> Work required
Which lines should be repeated? Exactly the one containing "<h2>10 min<small>Walk · 740 m</small></h2>" and every line after it through the end of the entries below.

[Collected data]
--------------------------------------------------

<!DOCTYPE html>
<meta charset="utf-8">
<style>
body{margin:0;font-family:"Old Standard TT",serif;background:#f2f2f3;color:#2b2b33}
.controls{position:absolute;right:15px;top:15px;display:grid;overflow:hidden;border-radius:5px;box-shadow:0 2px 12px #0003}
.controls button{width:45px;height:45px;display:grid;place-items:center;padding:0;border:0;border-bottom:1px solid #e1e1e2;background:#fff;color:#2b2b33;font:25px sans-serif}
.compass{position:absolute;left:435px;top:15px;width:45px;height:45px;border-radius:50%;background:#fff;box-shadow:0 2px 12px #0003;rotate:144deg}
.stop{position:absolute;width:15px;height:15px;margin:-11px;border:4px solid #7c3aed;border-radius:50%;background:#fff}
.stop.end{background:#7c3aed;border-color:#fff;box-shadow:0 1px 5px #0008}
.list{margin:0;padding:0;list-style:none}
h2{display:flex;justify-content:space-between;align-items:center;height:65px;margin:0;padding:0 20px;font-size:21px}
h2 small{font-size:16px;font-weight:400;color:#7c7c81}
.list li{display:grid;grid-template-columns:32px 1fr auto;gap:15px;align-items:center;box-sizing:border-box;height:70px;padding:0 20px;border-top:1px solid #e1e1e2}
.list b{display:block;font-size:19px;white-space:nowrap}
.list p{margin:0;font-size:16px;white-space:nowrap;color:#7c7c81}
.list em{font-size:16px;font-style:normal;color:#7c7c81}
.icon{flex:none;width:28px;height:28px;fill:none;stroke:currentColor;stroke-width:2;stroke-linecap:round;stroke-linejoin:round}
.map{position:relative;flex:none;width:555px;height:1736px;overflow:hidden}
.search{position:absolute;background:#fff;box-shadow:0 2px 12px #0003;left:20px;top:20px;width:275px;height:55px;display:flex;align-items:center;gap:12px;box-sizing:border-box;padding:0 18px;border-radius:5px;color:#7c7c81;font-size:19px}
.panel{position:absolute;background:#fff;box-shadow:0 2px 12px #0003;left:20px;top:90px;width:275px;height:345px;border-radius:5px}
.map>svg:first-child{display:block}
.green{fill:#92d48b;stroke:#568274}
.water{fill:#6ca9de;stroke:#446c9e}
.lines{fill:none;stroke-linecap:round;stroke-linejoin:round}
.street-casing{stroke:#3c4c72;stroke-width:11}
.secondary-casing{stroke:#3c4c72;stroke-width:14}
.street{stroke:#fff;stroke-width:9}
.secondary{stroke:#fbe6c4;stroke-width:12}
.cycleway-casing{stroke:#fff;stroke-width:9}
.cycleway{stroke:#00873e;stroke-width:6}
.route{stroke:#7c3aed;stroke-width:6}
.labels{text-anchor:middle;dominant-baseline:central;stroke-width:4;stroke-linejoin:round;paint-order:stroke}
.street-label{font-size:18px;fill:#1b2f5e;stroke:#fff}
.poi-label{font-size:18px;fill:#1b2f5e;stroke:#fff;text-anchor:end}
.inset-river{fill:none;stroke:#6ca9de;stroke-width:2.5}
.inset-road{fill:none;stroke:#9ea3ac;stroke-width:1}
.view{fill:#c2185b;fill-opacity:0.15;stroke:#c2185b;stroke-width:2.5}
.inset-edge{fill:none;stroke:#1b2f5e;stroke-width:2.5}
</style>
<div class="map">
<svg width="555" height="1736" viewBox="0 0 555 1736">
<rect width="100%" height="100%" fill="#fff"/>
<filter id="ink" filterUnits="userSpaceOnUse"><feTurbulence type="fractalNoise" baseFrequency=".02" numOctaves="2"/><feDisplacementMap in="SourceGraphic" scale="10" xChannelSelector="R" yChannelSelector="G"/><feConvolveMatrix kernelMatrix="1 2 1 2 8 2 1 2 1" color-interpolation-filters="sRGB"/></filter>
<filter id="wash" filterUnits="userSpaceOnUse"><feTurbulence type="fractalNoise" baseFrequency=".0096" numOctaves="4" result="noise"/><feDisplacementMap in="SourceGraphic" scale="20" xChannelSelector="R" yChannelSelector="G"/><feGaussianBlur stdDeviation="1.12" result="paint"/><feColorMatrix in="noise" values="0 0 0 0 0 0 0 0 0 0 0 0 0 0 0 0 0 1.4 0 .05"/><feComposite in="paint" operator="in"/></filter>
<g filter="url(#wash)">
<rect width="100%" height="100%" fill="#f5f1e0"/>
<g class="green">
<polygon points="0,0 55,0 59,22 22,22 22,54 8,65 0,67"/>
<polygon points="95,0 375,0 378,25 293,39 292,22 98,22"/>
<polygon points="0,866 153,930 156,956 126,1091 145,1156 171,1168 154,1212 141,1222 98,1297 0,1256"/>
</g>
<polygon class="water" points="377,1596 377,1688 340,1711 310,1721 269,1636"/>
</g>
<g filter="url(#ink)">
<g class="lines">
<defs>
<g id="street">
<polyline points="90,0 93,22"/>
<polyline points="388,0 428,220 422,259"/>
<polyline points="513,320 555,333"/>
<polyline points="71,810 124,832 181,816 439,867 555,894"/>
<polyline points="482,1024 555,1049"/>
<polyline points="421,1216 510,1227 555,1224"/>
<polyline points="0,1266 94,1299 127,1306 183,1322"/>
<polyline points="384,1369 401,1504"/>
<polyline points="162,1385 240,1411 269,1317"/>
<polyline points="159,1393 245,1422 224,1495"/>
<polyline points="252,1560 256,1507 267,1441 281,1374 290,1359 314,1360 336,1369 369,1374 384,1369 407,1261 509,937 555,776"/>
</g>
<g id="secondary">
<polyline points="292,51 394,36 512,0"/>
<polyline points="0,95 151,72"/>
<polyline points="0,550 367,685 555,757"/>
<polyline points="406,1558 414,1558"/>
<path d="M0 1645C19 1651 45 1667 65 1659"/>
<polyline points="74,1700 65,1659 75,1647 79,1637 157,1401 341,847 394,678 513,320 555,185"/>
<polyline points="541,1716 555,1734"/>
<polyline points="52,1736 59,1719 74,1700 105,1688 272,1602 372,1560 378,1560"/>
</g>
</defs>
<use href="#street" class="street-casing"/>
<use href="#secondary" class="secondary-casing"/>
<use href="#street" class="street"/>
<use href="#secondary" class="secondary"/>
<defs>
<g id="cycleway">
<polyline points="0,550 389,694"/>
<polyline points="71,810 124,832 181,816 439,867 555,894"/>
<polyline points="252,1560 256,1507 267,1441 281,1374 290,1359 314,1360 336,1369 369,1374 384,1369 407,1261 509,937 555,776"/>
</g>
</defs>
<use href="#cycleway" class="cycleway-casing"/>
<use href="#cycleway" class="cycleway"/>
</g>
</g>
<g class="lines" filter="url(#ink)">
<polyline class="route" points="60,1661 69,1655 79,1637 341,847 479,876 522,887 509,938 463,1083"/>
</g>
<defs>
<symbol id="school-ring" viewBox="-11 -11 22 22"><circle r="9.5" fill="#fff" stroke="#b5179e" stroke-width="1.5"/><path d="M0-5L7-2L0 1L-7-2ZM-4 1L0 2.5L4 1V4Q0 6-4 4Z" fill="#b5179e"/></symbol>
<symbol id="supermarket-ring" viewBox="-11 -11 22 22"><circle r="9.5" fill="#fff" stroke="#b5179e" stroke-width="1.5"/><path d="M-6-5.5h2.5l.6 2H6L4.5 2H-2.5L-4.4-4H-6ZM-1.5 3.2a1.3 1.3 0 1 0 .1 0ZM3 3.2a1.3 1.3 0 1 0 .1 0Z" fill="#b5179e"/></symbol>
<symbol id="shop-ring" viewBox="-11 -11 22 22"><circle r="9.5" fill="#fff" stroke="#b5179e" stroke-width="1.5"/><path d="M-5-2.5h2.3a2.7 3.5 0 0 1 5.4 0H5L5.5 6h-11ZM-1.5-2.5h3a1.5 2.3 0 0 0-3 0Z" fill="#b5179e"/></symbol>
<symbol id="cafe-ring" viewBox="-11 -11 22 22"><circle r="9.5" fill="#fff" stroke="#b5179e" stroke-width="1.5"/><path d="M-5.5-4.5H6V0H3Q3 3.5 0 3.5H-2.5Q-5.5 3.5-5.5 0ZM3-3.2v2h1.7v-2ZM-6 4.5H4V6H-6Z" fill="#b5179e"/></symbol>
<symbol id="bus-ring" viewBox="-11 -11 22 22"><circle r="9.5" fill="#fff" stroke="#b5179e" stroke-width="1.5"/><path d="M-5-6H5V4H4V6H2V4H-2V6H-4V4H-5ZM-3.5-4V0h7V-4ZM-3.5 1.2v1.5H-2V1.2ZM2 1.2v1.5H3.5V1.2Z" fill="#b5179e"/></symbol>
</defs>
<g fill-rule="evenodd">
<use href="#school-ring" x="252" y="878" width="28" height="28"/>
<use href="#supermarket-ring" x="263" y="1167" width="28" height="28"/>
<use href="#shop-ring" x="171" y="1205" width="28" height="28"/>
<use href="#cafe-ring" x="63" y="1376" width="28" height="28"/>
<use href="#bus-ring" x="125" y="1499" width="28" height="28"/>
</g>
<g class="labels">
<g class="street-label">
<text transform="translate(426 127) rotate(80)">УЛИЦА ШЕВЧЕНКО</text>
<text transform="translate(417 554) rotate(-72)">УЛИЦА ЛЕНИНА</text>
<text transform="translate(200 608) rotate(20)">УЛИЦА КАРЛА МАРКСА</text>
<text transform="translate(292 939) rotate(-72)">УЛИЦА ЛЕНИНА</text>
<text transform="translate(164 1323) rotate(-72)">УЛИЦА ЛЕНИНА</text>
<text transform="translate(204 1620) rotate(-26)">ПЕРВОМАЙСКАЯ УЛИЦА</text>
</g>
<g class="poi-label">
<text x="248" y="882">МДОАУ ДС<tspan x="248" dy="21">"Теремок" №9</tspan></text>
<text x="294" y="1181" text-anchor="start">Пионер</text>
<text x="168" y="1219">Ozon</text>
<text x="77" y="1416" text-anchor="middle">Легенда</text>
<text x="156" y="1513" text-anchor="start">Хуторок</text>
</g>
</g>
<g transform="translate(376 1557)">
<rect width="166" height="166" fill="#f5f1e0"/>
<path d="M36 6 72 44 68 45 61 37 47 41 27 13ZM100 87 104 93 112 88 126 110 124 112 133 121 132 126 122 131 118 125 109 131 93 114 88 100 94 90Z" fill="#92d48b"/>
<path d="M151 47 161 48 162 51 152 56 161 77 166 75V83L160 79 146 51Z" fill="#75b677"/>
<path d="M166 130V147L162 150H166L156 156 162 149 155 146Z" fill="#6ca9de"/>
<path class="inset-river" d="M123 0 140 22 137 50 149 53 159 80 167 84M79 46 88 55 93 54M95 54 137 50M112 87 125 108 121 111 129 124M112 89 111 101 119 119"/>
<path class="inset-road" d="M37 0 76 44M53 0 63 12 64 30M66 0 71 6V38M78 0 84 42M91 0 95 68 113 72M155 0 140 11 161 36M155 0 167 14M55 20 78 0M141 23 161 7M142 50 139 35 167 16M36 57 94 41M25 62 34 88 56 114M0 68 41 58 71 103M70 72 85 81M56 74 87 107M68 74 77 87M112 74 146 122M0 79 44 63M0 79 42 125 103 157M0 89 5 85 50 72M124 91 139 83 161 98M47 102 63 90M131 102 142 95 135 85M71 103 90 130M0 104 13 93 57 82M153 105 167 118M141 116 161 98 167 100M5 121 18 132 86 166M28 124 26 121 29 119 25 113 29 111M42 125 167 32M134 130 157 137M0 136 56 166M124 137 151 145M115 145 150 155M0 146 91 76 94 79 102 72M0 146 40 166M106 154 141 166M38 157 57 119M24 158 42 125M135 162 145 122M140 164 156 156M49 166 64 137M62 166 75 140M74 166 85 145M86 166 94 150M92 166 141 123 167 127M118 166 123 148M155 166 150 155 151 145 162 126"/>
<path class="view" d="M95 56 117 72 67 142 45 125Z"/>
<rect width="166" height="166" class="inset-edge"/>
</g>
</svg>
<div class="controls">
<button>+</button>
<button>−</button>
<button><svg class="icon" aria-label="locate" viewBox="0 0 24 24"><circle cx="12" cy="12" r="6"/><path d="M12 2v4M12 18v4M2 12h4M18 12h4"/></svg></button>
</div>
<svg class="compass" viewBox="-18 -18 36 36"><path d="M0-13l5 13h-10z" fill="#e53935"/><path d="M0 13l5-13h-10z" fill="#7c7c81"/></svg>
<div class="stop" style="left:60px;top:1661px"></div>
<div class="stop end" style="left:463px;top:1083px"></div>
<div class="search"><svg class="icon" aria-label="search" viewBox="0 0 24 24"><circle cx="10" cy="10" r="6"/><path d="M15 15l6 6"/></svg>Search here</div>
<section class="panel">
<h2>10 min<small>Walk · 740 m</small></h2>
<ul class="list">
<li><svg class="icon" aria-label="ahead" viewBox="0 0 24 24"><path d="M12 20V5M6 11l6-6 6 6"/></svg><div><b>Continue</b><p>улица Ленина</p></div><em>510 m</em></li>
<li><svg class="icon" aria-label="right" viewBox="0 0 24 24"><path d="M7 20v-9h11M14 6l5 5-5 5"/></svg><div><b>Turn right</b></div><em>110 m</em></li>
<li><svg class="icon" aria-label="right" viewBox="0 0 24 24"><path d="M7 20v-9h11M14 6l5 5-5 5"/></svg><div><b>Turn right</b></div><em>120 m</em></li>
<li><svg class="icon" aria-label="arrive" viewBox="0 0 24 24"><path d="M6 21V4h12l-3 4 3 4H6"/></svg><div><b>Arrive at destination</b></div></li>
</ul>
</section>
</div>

--------------------------------------------------

> Solution for this task
<h2>10 min<small>Walk · 740 m</small></h2>
<ul class="list">
<li><svg class="icon" aria-label="ahead" viewBox="0 0 24 24"><path d="M12 20V5M6 11l6-6 6 6"/></svg><div><b>Continue</b><p>улица Ленина</p></div><em>510 m</em></li>
<li><svg class="icon" aria-label="right" viewBox="0 0 24 24"><path d="M7 20v-9h11M14 6l5 5-5 5"/></svg><div><b>Turn right</b></div><em>110 m</em></li>
<li><svg class="icon" aria-label="right" viewBox="0 0 24 24"><path d="M7 20v-9h11M14 6l5 5-5 5"/></svg><div><b>Turn right</b></div><em>120 m</em></li>
<li><svg class="icon" aria-label="arrive" viewBox="0 0 24 24"><path d="M6 21V4h12l-3 4 3 4H6"/></svg><div><b>Arrive at destination</b></div></li>
</ul>
</section>
</div>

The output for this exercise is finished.